(Dataset records Opens)

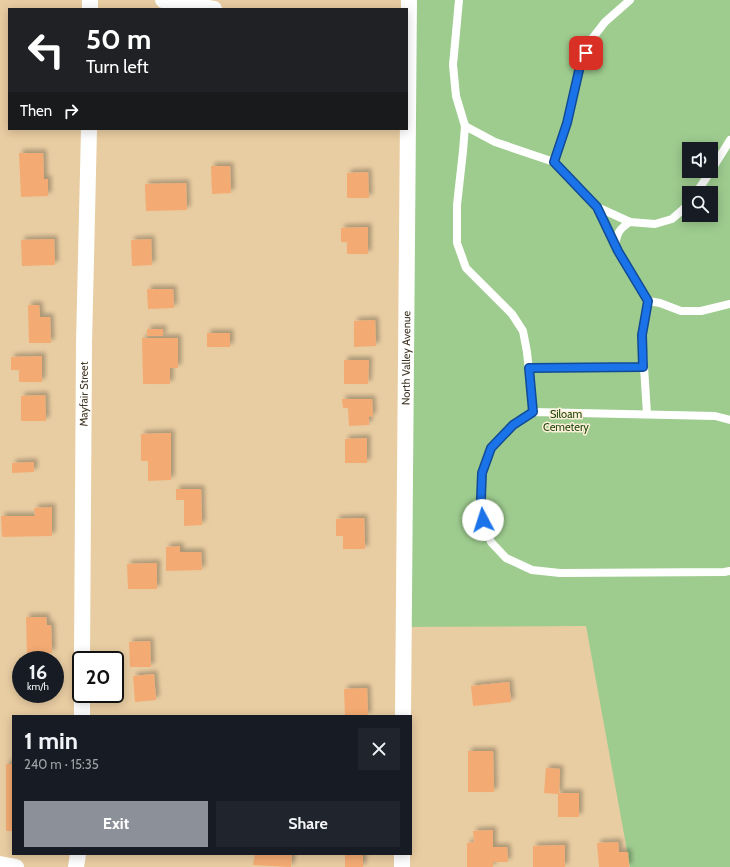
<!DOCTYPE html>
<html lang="en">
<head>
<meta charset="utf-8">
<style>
	:root { --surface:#171b24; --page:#20242c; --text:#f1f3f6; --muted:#9ea1a6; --accent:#8c9099 }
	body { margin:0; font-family:Cabin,sans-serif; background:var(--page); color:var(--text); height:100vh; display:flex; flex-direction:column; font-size:15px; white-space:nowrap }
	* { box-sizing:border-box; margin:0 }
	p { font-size:13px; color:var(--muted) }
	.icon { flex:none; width:22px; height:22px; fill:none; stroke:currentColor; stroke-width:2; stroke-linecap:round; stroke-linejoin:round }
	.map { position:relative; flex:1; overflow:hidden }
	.details { position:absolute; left:12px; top:715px; width:400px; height:140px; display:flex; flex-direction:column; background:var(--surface); border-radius:0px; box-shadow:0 2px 10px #0003 }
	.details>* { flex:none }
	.hud { position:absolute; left:8px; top:8px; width:400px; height:122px; border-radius:0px; box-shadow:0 2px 10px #0003; background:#202124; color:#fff; overflow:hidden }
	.buttons { position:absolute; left:682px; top:142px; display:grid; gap:8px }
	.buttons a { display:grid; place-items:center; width:36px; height:36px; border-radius:0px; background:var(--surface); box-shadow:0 2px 10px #0003; font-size:20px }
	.speed { position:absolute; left:12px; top:651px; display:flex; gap:8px; font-size:20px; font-weight:700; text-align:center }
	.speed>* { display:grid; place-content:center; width:52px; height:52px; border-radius:50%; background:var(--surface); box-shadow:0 2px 10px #0003; line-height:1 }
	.speed small { font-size:10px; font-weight:400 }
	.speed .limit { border:2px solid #111; border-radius:6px; background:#fff; color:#111 }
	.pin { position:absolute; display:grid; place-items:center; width:34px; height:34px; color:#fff; margin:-17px; border-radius:8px; box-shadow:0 2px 6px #0006 }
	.me { position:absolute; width:44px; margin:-22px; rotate:355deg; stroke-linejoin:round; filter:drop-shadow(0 0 3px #0008) }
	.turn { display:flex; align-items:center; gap:14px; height:84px; padding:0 12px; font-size:18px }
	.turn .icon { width:52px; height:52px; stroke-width:2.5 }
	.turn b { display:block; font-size:28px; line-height:34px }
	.then { display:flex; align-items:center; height:38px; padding:0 12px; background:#0003; gap:8px; font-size:15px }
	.round { display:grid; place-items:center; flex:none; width:42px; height:42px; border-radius:0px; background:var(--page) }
	.overview { display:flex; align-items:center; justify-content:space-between; height:68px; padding:0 12px }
	h1 { font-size:24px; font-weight:700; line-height:30px }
	.cta { display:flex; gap:8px; margin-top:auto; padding:8px 12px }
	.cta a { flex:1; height:46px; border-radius:0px; background:var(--accent); color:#fff; font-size:16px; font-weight:700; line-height:46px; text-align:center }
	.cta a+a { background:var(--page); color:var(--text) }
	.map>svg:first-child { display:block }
	.green { fill:#9ecc8f; fill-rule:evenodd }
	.building { fill:#f4ab73; filter:url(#shadow) }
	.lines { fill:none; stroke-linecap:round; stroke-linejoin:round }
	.lane { stroke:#fff; stroke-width:8 }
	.street { stroke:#fff; stroke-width:16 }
	.route-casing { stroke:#114b97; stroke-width:10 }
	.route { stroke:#1a73e8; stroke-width:7 }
	.labels { text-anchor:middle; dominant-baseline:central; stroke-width:3; stroke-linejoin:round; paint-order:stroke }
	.street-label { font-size:11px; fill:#3f3423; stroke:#fff0db }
	.park-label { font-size:11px; fill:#1a4404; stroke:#fff0db }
</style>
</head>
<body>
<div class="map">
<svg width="730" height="867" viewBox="0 0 730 867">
	<defs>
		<filter id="shadow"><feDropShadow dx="3.5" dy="-3.5" stdDeviation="2" flood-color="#0004"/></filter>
	</defs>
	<rect width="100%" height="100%" fill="#e9cda2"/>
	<!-- green -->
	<path class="green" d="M405 0H730V867H630L586 626 401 627ZM689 149H711V171H689ZM689 193H711V215H689Z"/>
	<!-- building -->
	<g class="building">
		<polygon points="19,153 43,153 44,179 48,179 48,196 21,197"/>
		<polygon points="211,166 230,166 231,193 212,194"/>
		<polygon points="368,172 369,198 347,198 347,173"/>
		<polygon points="186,183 187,210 146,211 145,184"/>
		<polygon points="368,227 368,254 347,254 347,242 341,242 341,228"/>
		<polygon points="54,239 55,265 22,266 21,240"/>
		<polygon points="151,239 152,265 132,266 131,240"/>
		<polygon points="147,289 173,289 174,308 148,309"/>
		<polygon points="28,305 39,305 40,317 50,317 51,343 29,343"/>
		<polygon points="375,320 376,346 354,347 354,321"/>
		<rect x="147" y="329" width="16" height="7"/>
		<rect x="207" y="333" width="23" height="14"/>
		<polygon points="142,338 178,338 178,368 170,368 170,384 143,384"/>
		<polygon points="42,356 42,382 19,382 19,370 11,370 11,357"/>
		<polygon points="344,360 369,360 368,384 344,384"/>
		<polygon points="45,395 46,421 21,421 21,396"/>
		<polygon points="342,399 372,399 373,417 369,416 369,425 349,426 348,408 343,408"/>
		<polygon points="171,433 171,480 148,481 148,461 141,461 141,434"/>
		<polygon points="367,438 367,463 345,463 345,439"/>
		<polygon points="34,462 34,472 12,473 12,463"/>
		<polygon points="176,489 201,489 202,525 184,526 184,500 176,500"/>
		<polygon points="52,507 52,536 2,537 1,516 35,516 34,508"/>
		<polygon points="364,518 365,549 343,549 343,536 336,536 336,519"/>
		<polygon points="180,546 180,552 201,552 202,570 166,571 166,547"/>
		<polygon points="157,563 157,589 128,589 127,564"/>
		<polygon points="26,617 46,617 47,625 51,625 52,653 27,653"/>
		<polygon points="150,641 151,667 130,667 129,642"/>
		<polygon points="154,674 156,700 135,702 133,676"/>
		<polygon points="509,682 511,702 473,706 471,686"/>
		<polygon points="367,688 368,716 345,716 344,689"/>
		<polygon points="468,751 493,751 494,792 468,792"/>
		<rect x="6" y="764" width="7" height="67"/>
		<polygon points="546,768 560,769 559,793 579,793 579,817 558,817 558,794 544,793"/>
		<polygon points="493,830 493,847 507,847 508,862 493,862 493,867 467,867 467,843 474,842 473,831"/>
		<polygon points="618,842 619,852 628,852 629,867 599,867 597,843"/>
		<polygon points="565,845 565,867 533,867 533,846"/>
		<polygon points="255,854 292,854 291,867 253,865"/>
		<rect x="345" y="854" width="18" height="13"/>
	</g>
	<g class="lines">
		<!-- lane -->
		<g class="lane">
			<polyline points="459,0 453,65 456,96 465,126 463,151 457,205 457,243 466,268 512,314 523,331 527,352 533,412"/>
			<polyline points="465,126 495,142 554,162 597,207 618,251 648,301 642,335 647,414"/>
			<polyline points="554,162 567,123 580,66 591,40 605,22 630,0"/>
			<polyline points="711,171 730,140"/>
			<polyline points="696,193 711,171"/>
			<polyline points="597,207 630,222 655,224 672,219 689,204"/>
			<path d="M615 246C617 233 619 229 630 222"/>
			<polyline points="648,301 660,303 681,311 701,311 730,304"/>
			<polyline points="529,367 643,367"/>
			<polyline points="730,420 715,416 533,412 513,425 491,448 482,473 481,498 483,520 491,542 506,558 532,570 560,573 724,572 730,571"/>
		</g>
		<!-- street -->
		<g class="street">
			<polyline points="163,0 214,9"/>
			<polyline points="90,9 90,0"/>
			<path id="s1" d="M82 660 84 344 89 129"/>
			<polyline points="82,716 82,694"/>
			<path id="s2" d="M403 716 409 0"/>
			<polyline points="0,864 16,867"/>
			<polyline points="76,867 78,854"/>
			<polyline points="402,867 402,854"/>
		</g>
	</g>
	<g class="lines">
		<!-- route casing -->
		<g class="route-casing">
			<polyline id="route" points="483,520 481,498 482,473 491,448 513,425 533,412 529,368 643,367 642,335 648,301 618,251 597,207 554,162 567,123 580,66 586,53"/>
		</g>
		<!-- route -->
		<use href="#route" class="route"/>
	</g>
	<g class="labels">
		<!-- street labels -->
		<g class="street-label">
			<text stroke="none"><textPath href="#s2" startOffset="358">North Valley Avenue</textPath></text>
			<text stroke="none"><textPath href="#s1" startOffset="266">Mayfair Street</textPath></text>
		</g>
		<!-- park labels -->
		<g class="park-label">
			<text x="566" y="414">Siloam<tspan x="566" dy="13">Cemetery</tspan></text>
		</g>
	</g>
</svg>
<div class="buttons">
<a><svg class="icon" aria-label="sound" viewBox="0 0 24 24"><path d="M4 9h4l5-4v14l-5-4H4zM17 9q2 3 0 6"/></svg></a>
<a><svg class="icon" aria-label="search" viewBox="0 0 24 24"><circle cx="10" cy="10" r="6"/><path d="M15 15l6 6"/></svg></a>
</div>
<div class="speed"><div>16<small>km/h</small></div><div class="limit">20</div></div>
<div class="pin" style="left:586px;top:53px;background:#d93025"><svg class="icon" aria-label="arrive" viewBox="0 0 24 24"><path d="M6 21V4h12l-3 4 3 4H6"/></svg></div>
<svg class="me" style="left:483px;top:520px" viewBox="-20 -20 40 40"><circle r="19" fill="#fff"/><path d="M0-13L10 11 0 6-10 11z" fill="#1a73e8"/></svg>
<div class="hud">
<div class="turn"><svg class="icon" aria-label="left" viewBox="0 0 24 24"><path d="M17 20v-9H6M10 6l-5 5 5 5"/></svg><div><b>50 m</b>Turn left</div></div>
<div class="then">Then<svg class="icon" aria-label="right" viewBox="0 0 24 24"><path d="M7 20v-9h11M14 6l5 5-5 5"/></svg></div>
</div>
<section class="details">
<div class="overview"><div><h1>1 min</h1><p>240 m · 15:35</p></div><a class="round"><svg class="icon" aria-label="close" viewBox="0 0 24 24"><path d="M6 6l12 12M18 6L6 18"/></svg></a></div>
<div class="cta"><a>Exit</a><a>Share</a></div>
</section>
</div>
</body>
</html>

(Dataset records Closes)

A single number is expected: the count of lines in the preceding entries that contain "speed".

* Your response *
5